Der Sachverständige bezeichnet es als "nicht gerechtfertigt" und "schlechterdings unverständlich", dass Lanzinger zur Erstversorgung nicht sogleich in das besser ausgerüstete Spital nach Oslo gebracht wurde: "Der Veranstalter muss gefragt werden, wie es möglich war, einen Patienten mit dieser schweren Verletzung und dem ausgedehnten Gefäßtrauma in ein Krankenhaus verlegen zu lassen, in dem eine gefäßchirurgische Notfallversorgung nicht möglich ist." Durch "mangelhafte Organisation" wurde laut Gutachter "wertvolle Zeit bis zum ersten Gefäßeingriff vergeudet". Für ihn liegt daher ein "Organisationsverschulden" vor, wie es in der Expertise wörtlich heißt.

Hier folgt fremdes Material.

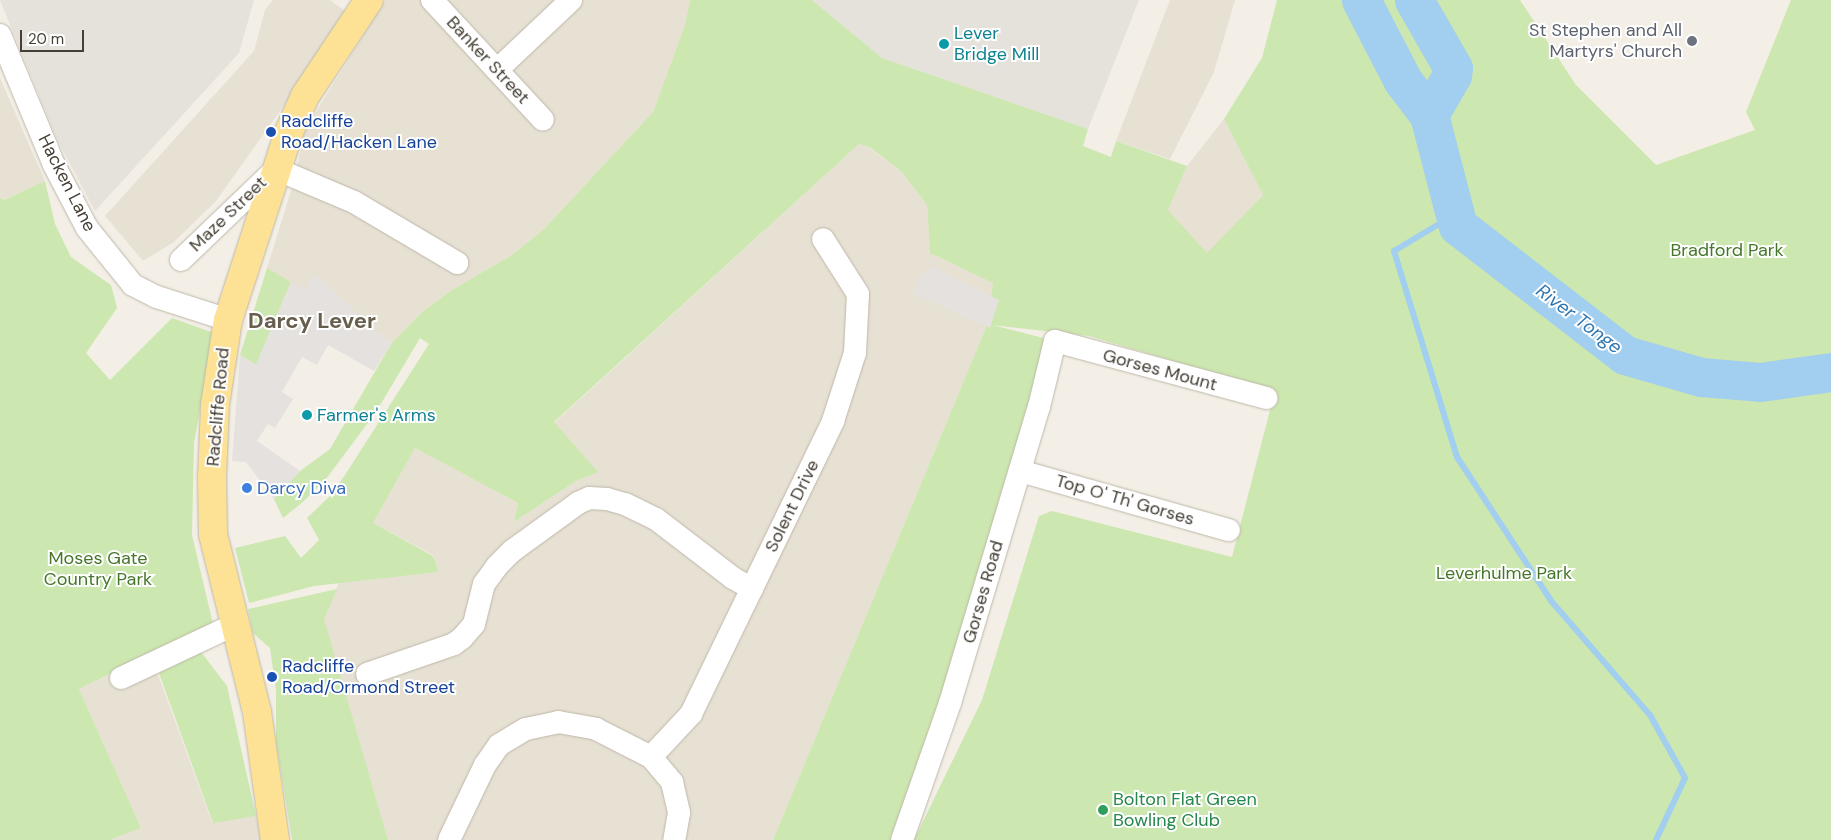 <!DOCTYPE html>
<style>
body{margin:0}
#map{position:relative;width:1831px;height:840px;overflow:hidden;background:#f3efe6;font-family:"DM Sans",sans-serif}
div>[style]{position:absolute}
.residential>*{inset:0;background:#e7e1d4}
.industrial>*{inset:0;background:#e5e1db}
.green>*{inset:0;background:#cce7af}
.parking>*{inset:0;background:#e4e1de}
.stream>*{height:6px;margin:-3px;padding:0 3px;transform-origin:3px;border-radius:3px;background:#a2ceef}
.river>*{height:39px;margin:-19.5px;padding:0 19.5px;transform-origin:19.5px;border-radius:19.5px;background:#a2ceef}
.roads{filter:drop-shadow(0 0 1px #beb7a9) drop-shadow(0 0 1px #beb7a9)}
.minor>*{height:22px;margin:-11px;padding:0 11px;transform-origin:11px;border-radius:11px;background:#fff}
.major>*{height:28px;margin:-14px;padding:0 14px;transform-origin:14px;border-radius:14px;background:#fde295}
.dots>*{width:14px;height:14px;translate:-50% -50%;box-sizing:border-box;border:2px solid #fff;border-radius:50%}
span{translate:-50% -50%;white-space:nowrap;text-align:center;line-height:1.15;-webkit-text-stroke:4px #fff;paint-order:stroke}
.worship-label{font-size:18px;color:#5b616d}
.right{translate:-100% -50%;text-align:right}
.culture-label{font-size:18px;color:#0d838f}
.left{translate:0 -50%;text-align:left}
.street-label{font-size:18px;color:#453f35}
.transit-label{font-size:18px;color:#164399}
.park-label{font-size:18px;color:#457629}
.shop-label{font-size:18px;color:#366cbe}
.leisure-label{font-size:18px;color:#27864d}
.water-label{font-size:19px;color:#3077b0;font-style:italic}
.district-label{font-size:22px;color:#685e4d;font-weight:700}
.scale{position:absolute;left:20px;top:30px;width:64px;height:22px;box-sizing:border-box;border:2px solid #453f35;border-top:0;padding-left:6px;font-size:15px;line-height:18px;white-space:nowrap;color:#453f35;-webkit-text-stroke:4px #fff;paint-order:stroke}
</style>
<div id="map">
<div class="residential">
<i style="clip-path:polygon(273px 0,330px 0,349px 14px,216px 201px,174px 242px,143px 261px,105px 216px,254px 51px,265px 10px)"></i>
<i style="clip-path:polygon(385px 0,690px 0,685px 25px,653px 112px,544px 229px,512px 255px,452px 290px,422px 312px,391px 344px,314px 275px,305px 291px,267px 268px,291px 191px,306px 128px)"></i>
<i style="clip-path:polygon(1170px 0,1235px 0,1214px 72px,1170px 159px,1116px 141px)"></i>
<i style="clip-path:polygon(0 78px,45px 181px,3px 200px,0 198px)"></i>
<i style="clip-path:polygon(1224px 119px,1263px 195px,1207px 254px,1168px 210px,1187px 166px)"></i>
<i style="clip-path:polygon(859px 144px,870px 148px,902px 172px,927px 205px,930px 253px,993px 283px,987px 325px,773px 840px,388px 840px,323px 618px,339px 583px,439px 572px,433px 555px,373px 523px,415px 448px,518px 503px,514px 522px,576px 481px,597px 472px,554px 423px)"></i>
<i style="clip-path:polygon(151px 655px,212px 822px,256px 816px,261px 840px,110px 840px,141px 828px,79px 689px)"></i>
</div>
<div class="industrial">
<i style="clip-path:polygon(0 0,254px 0,239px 53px,95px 211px,57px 139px)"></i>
<i style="clip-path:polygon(812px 0,1139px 0,1088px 129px,882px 58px)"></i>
</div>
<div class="green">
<i style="clip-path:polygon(690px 0,812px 0,882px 58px,1088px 129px,1083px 146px,1111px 157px,1116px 141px,1187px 166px,1168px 210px,1207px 253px,1263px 195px,1224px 119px,1262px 58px,1277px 0,1520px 0,1576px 85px,1656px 165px,1755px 130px,1746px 112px,1791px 0,1831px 0,1831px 840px,914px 840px,982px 700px,1039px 516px,1052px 511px,1232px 557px,1275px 391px,1089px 336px,992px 325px,1055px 341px,901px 840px,773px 840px,987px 325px,993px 283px,930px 253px,927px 205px,902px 172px,871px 148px,859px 144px,554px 422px,598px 472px,576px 481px,514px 522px,518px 503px,415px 448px,373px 523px,433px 556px,439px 572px,314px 586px,249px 603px,235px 548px,285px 536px,301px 558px,319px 540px,307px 518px,330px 496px,345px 475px,429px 344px,420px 338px,376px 412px,326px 479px,304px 501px,283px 518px,274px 499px,300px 471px,330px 449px,391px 344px,422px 312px,452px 290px,512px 255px,544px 229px,653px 112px,685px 25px)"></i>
<i style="clip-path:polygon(45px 181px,55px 224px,71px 257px,111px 285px,117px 308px,86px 353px,110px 380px,172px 318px,214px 333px,194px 443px,192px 535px,213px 624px,79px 689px,141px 828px,110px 840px,0 840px,0 198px,4px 200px)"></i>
<i style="clip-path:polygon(267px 268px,291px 282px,256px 365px,240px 355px)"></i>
<i style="clip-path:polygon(337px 589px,324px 619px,388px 840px,292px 840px,276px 741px,276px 690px,270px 648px,253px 633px,248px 609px)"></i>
<i style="clip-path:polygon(201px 652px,227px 686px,256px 816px,213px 823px,159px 673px)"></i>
</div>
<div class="parking">
<i style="clip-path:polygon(933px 267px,999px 300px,990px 328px,913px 293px,920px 277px)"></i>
<i style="clip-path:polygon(314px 274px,391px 344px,374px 371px,328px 345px,317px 365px,302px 357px,282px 392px,293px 399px,275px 428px,268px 424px,257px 441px,300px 471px,274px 499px,246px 462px,232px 461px,240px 355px,256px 365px,291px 282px,305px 290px)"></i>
</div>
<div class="stream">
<i style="left:1454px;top:215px;width:70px;rotate:149deg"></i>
<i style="left:1394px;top:251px;width:215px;rotate:73deg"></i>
<i style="left:1457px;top:457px;width:173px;rotate:56.8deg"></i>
<i style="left:1552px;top:602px;width:150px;rotate:49.1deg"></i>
<i style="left:1650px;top:715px;width:72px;rotate:60.9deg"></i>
<i style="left:1685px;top:778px;width:68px;rotate:115.1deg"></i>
</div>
<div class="river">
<i style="left:1361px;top:0;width:91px;rotate:62.6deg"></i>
<i style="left:1403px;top:81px;width:43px;rotate:52.6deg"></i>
<i style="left:1429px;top:115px;width:115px;rotate:75.4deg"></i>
<i style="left:1458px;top:226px;width:211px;rotate:37.7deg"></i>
<i style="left:1625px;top:355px;width:79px;rotate:16.1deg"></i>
<i style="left:1701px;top:377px;width:59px;rotate:4.8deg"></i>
<i style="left:1760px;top:382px;width:72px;rotate:-8deg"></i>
<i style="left:1414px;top:0;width:78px;rotate:60.2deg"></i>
<i style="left:1453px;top:68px;width:7px;rotate:98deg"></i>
<i style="left:1452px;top:75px;width:46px;rotate:119.9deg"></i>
</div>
<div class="roads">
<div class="minor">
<i style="left:432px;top:0;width:163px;rotate:47.2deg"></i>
<i style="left:0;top:35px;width:141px;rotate:67.4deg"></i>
<i style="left:54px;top:165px;width:71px;rotate:62.4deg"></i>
<i style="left:87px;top:228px;width:73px;rotate:51.1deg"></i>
<i style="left:133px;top:285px;width:27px;rotate:27deg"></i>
<i style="left:157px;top:297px;width:75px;rotate:17.9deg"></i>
<i style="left:497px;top:70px;width:102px;rotate:-43.4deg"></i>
<i style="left:181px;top:260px;width:132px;rotate:-43.8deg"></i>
<i style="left:276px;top:169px;width:85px;rotate:22.9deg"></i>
<i style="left:354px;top:202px;width:120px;rotate:30.6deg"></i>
<i style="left:1020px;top:471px;width:217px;rotate:15.8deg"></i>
<i style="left:367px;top:674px;width:92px;rotate:-19deg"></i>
<i style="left:454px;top:644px;width:10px;rotate:-37deg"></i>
<i style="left:462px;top:638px;width:18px;rotate:-49deg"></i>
<i style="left:474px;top:624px;width:41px;rotate:-76deg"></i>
<i style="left:484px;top:584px;width:22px;rotate:-54deg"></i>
<i style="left:497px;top:566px;width:21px;rotate:-45deg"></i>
<i style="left:512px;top:551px;width:82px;rotate:-36deg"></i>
<i style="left:578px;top:503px;width:12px;rotate:-24deg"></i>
<i style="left:589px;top:498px;width:18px;rotate:3deg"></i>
<i style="left:607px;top:499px;width:19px;rotate:16deg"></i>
<i style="left:625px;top:504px;width:34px;rotate:26deg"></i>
<i style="left:656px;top:519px;width:97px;rotate:37.5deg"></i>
<i style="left:733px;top:578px;width:22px;rotate:30deg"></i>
<i style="left:121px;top:678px;width:127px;rotate:-25.2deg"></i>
<i style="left:651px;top:757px;width:59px;rotate:-47.1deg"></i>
<i style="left:691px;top:714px;width:326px;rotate:-64.1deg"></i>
<i style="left:833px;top:421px;width:71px;rotate:-72.1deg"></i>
<i style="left:855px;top:353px;width:59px;rotate:-87.1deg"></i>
<i style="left:858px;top:294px;width:65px;rotate:-122.5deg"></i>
<i style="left:449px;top:840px;width:83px;rotate:-64.4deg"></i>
<i style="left:485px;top:765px;width:24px;rotate:-55deg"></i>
<i style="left:499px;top:745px;width:31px;rotate:-31deg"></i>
<i style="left:526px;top:729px;width:33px;rotate:-12deg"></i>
<i style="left:558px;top:722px;width:39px;rotate:10deg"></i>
<i style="left:596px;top:729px;width:62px;rotate:27deg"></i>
<i style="left:651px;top:757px;width:33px;rotate:50deg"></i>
<i style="left:672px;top:782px;width:32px;rotate:77deg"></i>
<i style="left:679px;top:813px;width:27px;rotate:100deg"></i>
<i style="left:902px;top:840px;width:145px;rotate:-70.7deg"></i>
<i style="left:950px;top:703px;width:309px;rotate:-73.3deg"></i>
<i style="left:1039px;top:407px;width:68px;rotate:-76.4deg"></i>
<i style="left:1055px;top:341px;width:219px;rotate:15.1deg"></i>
</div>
<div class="major">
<i style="left:275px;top:840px;width:129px;rotate:-98deg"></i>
<i style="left:257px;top:712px;width:183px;rotate:-103.9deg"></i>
<i style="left:213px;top:534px;width:57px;rotate:-91deg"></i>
<i style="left:212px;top:477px;width:72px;rotate:-87.6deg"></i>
<i style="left:215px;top:405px;width:86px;rotate:-81.3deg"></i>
<i style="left:228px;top:320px;width:198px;rotate:-72deg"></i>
<i style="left:289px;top:132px;width:39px;rotate:-66deg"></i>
<i style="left:305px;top:96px;width:115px;rotate:-56.3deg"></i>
</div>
</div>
<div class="dots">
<i style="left:1692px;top:41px;background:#6b7280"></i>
<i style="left:944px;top:44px;background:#0f9aa8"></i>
<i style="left:271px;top:132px;background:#1a4fb4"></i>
<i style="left:307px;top:415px;background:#0f9aa8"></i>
<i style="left:247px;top:488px;background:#3f7fe0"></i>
<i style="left:272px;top:677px;background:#1a4fb4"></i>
<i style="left:1103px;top:810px;background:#2e9e5b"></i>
</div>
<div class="worship-label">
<span class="right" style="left:1682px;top:41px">St Stephen and All<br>Martyrs' Church</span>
</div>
<div class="culture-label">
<span class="left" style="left:954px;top:44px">Lever<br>Bridge Mill</span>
<span class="left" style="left:317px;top:415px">Farmer's Arms</span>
</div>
<div class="street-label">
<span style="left:488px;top:60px;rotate:47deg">Banker Street</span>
<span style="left:67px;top:183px;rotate:63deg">Hacken Lane</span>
<span style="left:228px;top:214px;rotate:-44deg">Maze Street</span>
<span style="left:1160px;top:370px;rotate:15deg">Gorses Mount</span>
<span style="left:218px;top:407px;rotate:-85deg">Radcliffe Road</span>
<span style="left:1125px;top:500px;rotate:16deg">Top O' Th' Gorses</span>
<span style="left:792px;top:506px;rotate:-64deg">Solent Drive</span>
<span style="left:983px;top:592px;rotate:-74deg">Gorses Road</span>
</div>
<div class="transit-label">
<span class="left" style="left:281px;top:132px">Radcliffe<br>Road/Hacken Lane</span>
<span class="left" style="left:282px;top:677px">Radcliffe<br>Road/Ormond Street</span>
</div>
<div class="park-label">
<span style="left:1727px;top:250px">Bradford Park</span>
<span style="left:98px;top:569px">Moses Gate<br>Country Park</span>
<span style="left:1504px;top:573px">Leverhulme Park</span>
</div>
<div class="shop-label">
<span class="left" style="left:257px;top:488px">Darcy Diva</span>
</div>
<div class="leisure-label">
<span class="left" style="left:1113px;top:810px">Bolton Flat Green<br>Bowling Club</span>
</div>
<div class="water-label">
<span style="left:1579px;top:319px;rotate:37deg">River Tonge</span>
</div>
<div class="district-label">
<span style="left:312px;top:321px">Darcy Lever</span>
</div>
<div class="scale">20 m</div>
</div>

Eingriffe nicht fachgerecht
Die gefäßchirurgischen Eingriffe in Oslo beschreibt Steckmeier als nicht fachgerecht. Er bemängelt, dass vor der ersten Operation von einer Angiographie (Darstellung von Blutgefäßen, Anm.) Abstand genommen wurde, weshalb nicht erkannt worden sei, an welches Gefäß der Bypass überhaupt angelegt wurde. Während laut OP-Bericht der primäre Bypass im Bereich der hinteren Schienbeinschlagader gelegt worden sein soll, wurde dieser in Wahrheit an der Wadenbeinschlagader angebracht, wie sich im Nachhinein anhand eines makroskopischen Befunds des beschlagnahmten Unterschenkelamputats nachweisen ließ.

Für Steckmeier ist damit ein eindeutiger Fehler der norwegischen Ärzte evident, da die Wadenbeinschlagader weniger zur Blutversorgung des Fußes beitrage als jene am Schienbein und diese daher erst bei Ausschluss anderer Bypassmöglichkeiten herangezogen wird: "Schon aufgrund dessen muss festgehalten werden, dass der gefäßchirurgische Eingriff nicht nach den Regeln der ärztlichen Kunst durchgeführt wurde."

Eingriff durch österreichischen Gefäßchirurgen kam zu spät
Die Ärzte sahen bei Lanzinger auch während der Operation keine Notwendigkeit einer Angiographie, obwohl eine solche laut Steckmeier heutzutage als "unverzichtbar" gilt, um die Blutversorgung des Unterschenkels und des Fußes laufend beobachten zu können.

Nach mehreren langwierigen Eingriffen, die allesamt keine Wiederherstellung der Durchblutung bewirkten, wurde schließlich der österreichische Gefäßchirurg Thomas Hölzenbein nach Norwegen geflogen, der 31 Stunden nach dem fatalen Sturz eine weitere Operation in die Wege leitete, wobei nun erstmals eine Angiographie zum Einsatz kam. Hölzenbein erkannte in weiterer Folge, dass die primäre Bypassanlage nicht wie im OP-Bericht seiner Kollegen angegeben vorgenommen worden war. Er legte daher in einem fast vierstündigen Eingriff einen sogenannten Non-reversed-Bypass an der Scheinbeinschlagader.

Der Maßnahme blieb der erwünschte Erfolg versagt, wie Hölzenbeins Münchner Kollege jetzt in seinem Gutachten skizziert. "Dieser Eingriff musste aufgrund des primär unnötigen Zeitverlusts (Umweg über Lillehammer nach Oslo) und der nach mehrfachen frustranen Gefäßrevisionen extrem prolongierten Ischämiezeit letztendlich zu spät kommen. Die Muskulatur war zu diesem Zeitpunkt mit an Sicherheit grenzender Wahrscheinlichkeit bereits irreversibel geschädigt, so dass die Anlage dieses lege artis angelegten Bypasses ebenfalls versagen musste", bemerkt Steckmeier.